Or are we cutting the elevator-pendulum free to fall?
If we cut the elevator pendulum free to fall wouldn't the elevator-pendulum combination begin to orbit their mutual CM?
On Jan 6, 2025, at 8:30 AM, Ron Mcdermott via Phys-l<phys-l@mail.phys-l.org> wrote:_______________________________________________
From the perspective of a former HS teacher having a non-doctoral degree
(iow, take this with a grain of salt), using the accelerating frame of the
elevator, there is no energy change, so we should get uniform circular
motion and a period of 2piL/v.
The stationary frame is less clear to me. Horizontally, the motion should
look like the edge-on view of circular motion; oscillating back and forth,
stopping at each extreme endpoint, and moving fastest in the center. The
period of *that* oscillation should also be 2piL/v. Vertically, the motion
is simply free-fall. What isn't readily clear is the combination of the
two effects. It seems to me that it would be like a leaf falling through
the air; oscillating back and forth with fixed period, but without the drag
which a falling leaf experiences; so consistent horizontal swings, coupled
with increasing vertical falls (until we reach terminal velocity; no upward
frictional force eliminates that complication).
Ok, the PhDs can now weigh in... 😄
On Mon, Jan 6, 2025 at 12:27 AM stefan jeglinski<jeglin@4pi.com> wrote:
Happy New Year, I need help sorting out my thinking on this one. The_______________________________________________
problem as posed:
"An elevator cab is suspended from a steel cable. A pendulum inside
the cab hangs from the ceiling of the cab on a string. The pendulum is
set to swinging and has a period T while the elevator cab is stationary.

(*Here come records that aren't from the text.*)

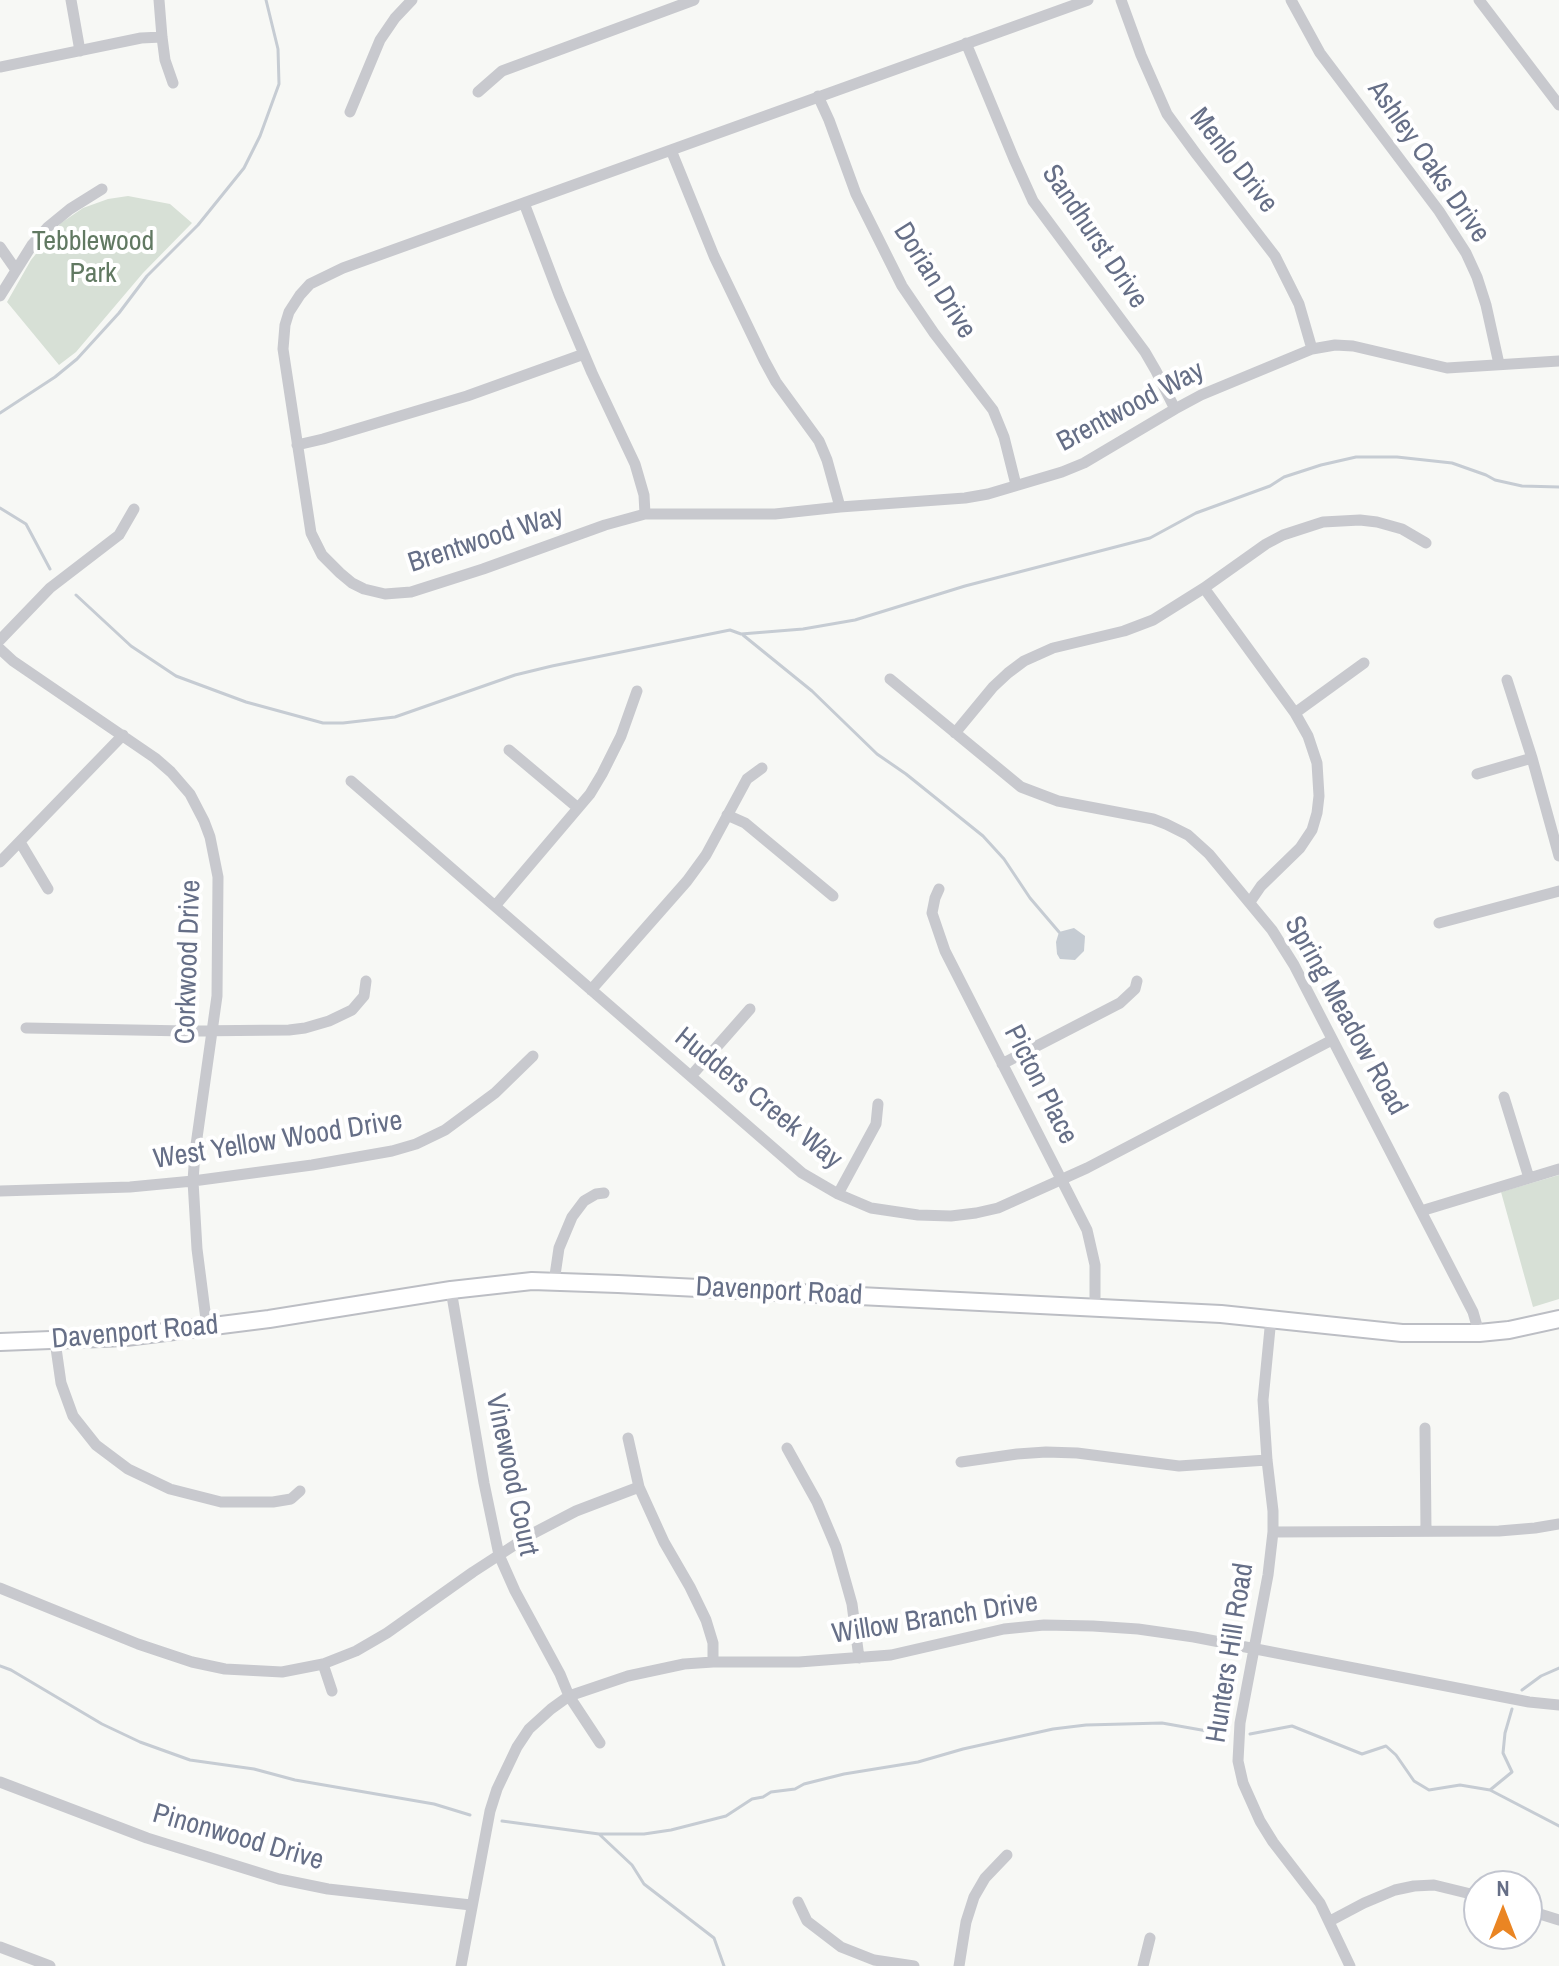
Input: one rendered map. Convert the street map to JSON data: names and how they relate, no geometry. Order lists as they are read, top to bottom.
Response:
{
  "streets": {
    "street": [
      "Menlo Drive",
      "Ashley Oaks Drive",
      "Sandhurst Drive",
      "Dorian Drive",
      "Brentwood Way",
      "Corkwood Drive",
      "Spring Meadow Road",
      "Picton Place",
      "Hudders Creek Way",
      "West Yellow Wood Drive",
      "Davenport Road",
      "Vinewood Court",
      "Willow Branch Drive",
      "Hunters Hill Road",
      "Pinonwood Drive"
    ]
  },
  "crossings": [
    ["Menlo Drive", "Brentwood Way"],
    ["Ashley Oaks Drive", "Brentwood Way"],
    ["Sandhurst Drive", "Brentwood Way"],
    ["Dorian Drive", "Brentwood Way"],
    ["Corkwood Drive", "West Yellow Wood Drive"],
    ["Corkwood Drive", "Davenport Road"],
    ["Spring Meadow Road", "Hudders Creek Way"],
    ["Spring Meadow Road", "Davenport Road"],
    ["Picton Place", "Hudders Creek Way"],
    ["Picton Place", "Davenport Road"],
    ["Davenport Road", "Vinewood Court"],
    ["Davenport Road", "Hunters Hill Road"],
    ["Vinewood Court", "Willow Branch Drive"],
    ["Willow Branch Drive", "Hunters Hill Road"],
    ["Willow Branch Drive", "Pinonwood Drive"]
  ],
  "parks": ["Tebblewood Park"],
  "north": "top"
}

Suddenly, the steel cable supporting the cab breaks (or is cut) at
precisely the moment when the pendulum bob reaches its *maximum
speed*. Describe the pendulum’s subsequent motion from the point of view
of an observer in the elevator and also of an observer on the ground.
What is the period of the pendulum as the cab falls?"
(We imagine that the elevator roof has a slot or some opening which
allows the pendulum to swing outside of the elevator while it's falling
and then back in. The pivot point is some frictionless shaft bearing
that allows the pendulum to swing in a complete plane)
Me:
Elevator:
When the cable breaks everything goes into free fall (“no gravity”). The
bob drops like every other part of the elevator but it has a horizontal
speed at the moment of the break. The bob moves to the side as it drops
in such a way that the original tension at the break is intact and the
string stays taut at length L (if the bob was/freely/moving its distance
from its pivot would be > L); thus tension is maintained and the bob
moves in uniform circular motion with a tangential speed v = sqrt(2gL).
Ground:
Everything about the pendulum must/look/the same – the pendulum string
can’t go slack for one observer and not the other (yes?); however, the
bob’s path doesn’t look like a circle from the ground – the bob follows
a vertical cycloid that accelerates down. Punchline: an accelerating
cycloid means the bob is under a non-uniform tension.
This is my key issue: if this analysis is correct then we could choose a
value of g for which the pendulum string doesn’t break for the elevator
observer but could break for the ground observer. Or maybe my analysis
is incorrect.
PS the “period” question is interesting. Although the “restoring period"
T ~ sqrt(L/g) goes away (infinity for g = 0), the pendulum still has a
period due to circular (or cycloidal) motion.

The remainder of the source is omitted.